La puerta de madera donde funcionaba esta discoteca se encuentra cerrada. Nadie más ha vuelto a ingresar para bailar música electrónica o hip hop, dos de los ritmos preferidos del boliche ubicado en la calle paceña México, en la zona Central. Se cerró “definitivamente” el sábado 25 de agosto, tras una intervención comandada por efectivos de la FELCN. La Policía descubrió que en el sitio, que atendía hasta la madrugada, se vendía y consumía cocaína y marihuana.

Por la noche, cada semana, dos miembros de Seguridad Ciudadana de la Alcaldía van al lugar para percatarse que no sea reabierto. Por ahora, lo único que hay es silencio. No obstante, la oscura historia del Blue House data de años. Es más, el boliche nació salpicado por la ilegalidad porque no contaba con licencia de funcionamiento y tenía un rasgo particular: era frecuentado por extranjeros.

José Luis Ramallo, director de Seguridad Ciudadana, cuenta: “A principios de 2010 se realizaron las primeras intervenciones. Primero se clausuró definitivamente el local, después se decomisaron muebles y los equipos de sonido, pero los dueños o administradores volvieron a abrirlo y vulneraron la norma”. Para operar sin sobresaltos, éstos desplegaron un equipo de colaboradores alrededor del centro nocturno, una red de control junto con empresas de radiotaxi para hacer frente a las batidas. No había contraseña, pero sólo los clientes conocidos o quienes llegaban en coches “autorizados” podían ingresar sin problemas a la discoteca.

Para los “frutillitas” fue casi imposible volver a requisar el sitio. Ramallo relata que los propietarios del Blue House colocaron tres puertas antes de llegar a la sala de baile. Es más, un agente municipal casi pierde un dedo por el portazo que recibió cuando pretendía cruzar el umbral entre la calle y el bar. Cada dos semanas, los guardias ediles pretendían penetrar esta guarida.

A comienzos de 2011, las autoridades locales estaban preocupadas por cerrar el antro sin autorización para operar; sin embargo, tuvieron una reunión con detectives de la Policía y se les informó que en el Blue House también se vendía cocaína y marihuana.
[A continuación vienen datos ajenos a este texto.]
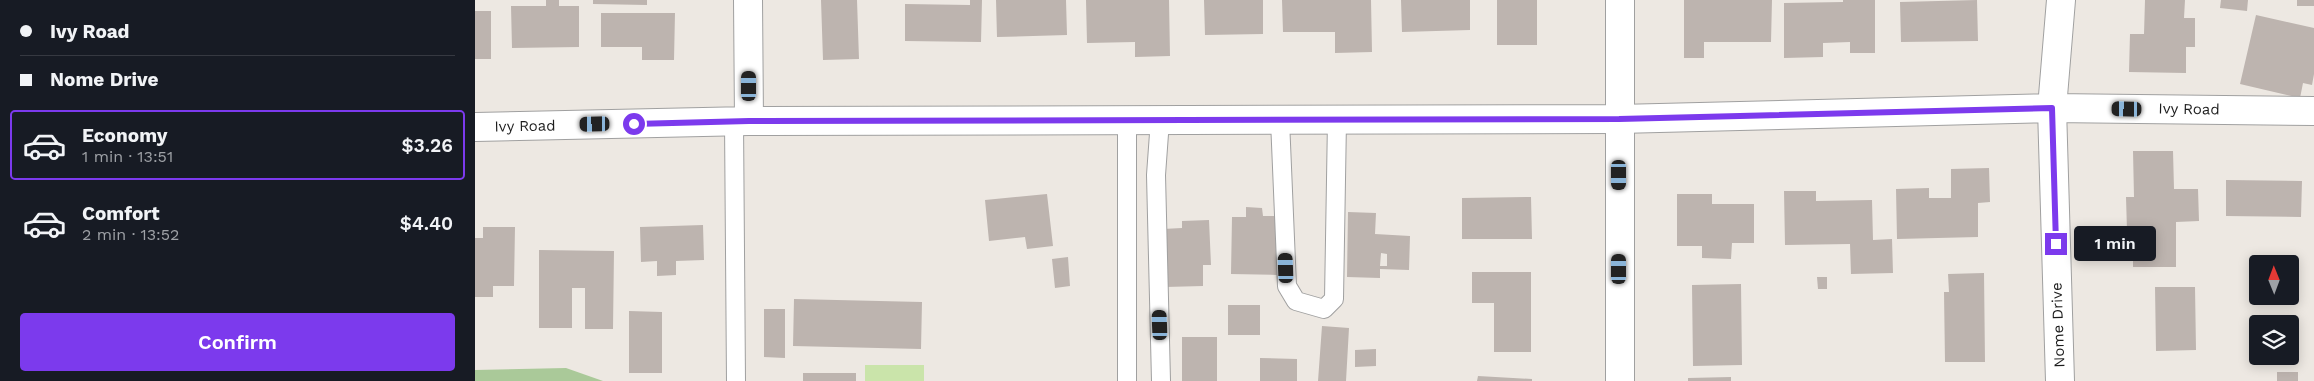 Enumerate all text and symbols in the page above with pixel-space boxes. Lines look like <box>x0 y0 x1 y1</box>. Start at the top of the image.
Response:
text: Ivy Road <box>50 20 130 43</box>
text: Nome Drive <box>50 68 159 91</box>
car <box>741 71 756 101</box>
street label: Ivy Road <box>2158 99 2220 119</box>
car <box>2111 101 2142 117</box>
route start <box>623 113 645 135</box>
street label: Ivy Road <box>494 116 556 136</box>
car <box>579 116 610 132</box>
icon: car <box>22 123 67 168</box>
text: Economy <box>82 124 167 147</box>
text: $3.26 <box>402 134 453 157</box>
text: 1 min · 13:51 <box>82 147 173 166</box>
car <box>1611 160 1626 190</box>
icon: car <box>22 201 67 246</box>
text: Comfort <box>82 202 160 225</box>
text: $4.40 <box>400 212 453 235</box>
text: 2 min · 13:52 <box>82 225 179 244</box>
callout: 1 min <box>2073 226 2156 262</box>
route end <box>2045 233 2067 255</box>
text: 1 min <box>2094 234 2136 253</box>
car <box>1277 253 1294 283</box>
car <box>1611 254 1626 284</box>
north arrow <box>2249 255 2299 305</box>
map controls <box>2249 255 2299 365</box>
street label: Nome Drive <box>2048 282 2068 368</box>
car <box>1151 310 1168 340</box>
button: Confirm <box>20 313 455 371</box>
button: layers <box>2249 315 2299 365</box>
La Alcaldía se hizo a un lado de la investigación y la FELCN se encargó del asunto. El primer paso fue dejar por un tiempo “en paz” al lugar. La discoteca continuó con sus actividades y, en ese tiempo de relajamiento, los efectivos fueron sumando pruebas contra los dueños. Eso hasta la noche del sábado 25.
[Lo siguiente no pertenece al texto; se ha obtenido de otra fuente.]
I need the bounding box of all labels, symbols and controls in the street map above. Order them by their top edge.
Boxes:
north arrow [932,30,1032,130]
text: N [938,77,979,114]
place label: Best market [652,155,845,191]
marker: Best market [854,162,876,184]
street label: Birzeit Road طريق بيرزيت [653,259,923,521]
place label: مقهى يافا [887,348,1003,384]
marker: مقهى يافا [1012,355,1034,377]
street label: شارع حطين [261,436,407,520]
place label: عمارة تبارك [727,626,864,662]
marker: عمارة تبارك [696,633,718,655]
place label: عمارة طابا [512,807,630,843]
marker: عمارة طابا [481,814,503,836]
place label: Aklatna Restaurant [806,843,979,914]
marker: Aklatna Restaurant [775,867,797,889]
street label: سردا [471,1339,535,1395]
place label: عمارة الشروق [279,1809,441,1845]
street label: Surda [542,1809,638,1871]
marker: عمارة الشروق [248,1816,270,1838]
Después del golpe, la Fiscalía abrió la posibilidad de investigar a algunas empresas de radiotaxi y agencias de turismo que recomendaban el boliche no sólo por ser una oferta para los amantes del baile, sino porque allí se vendían sustancias controladas. Las pesquisas llevan el título de “reservadas” y la fuente de la FELCN adelanta que hay otros centros similares que son investigados. Por ahora, la única certeza es la clausura de la discoteca para extranjeros donde había algo más que simple música.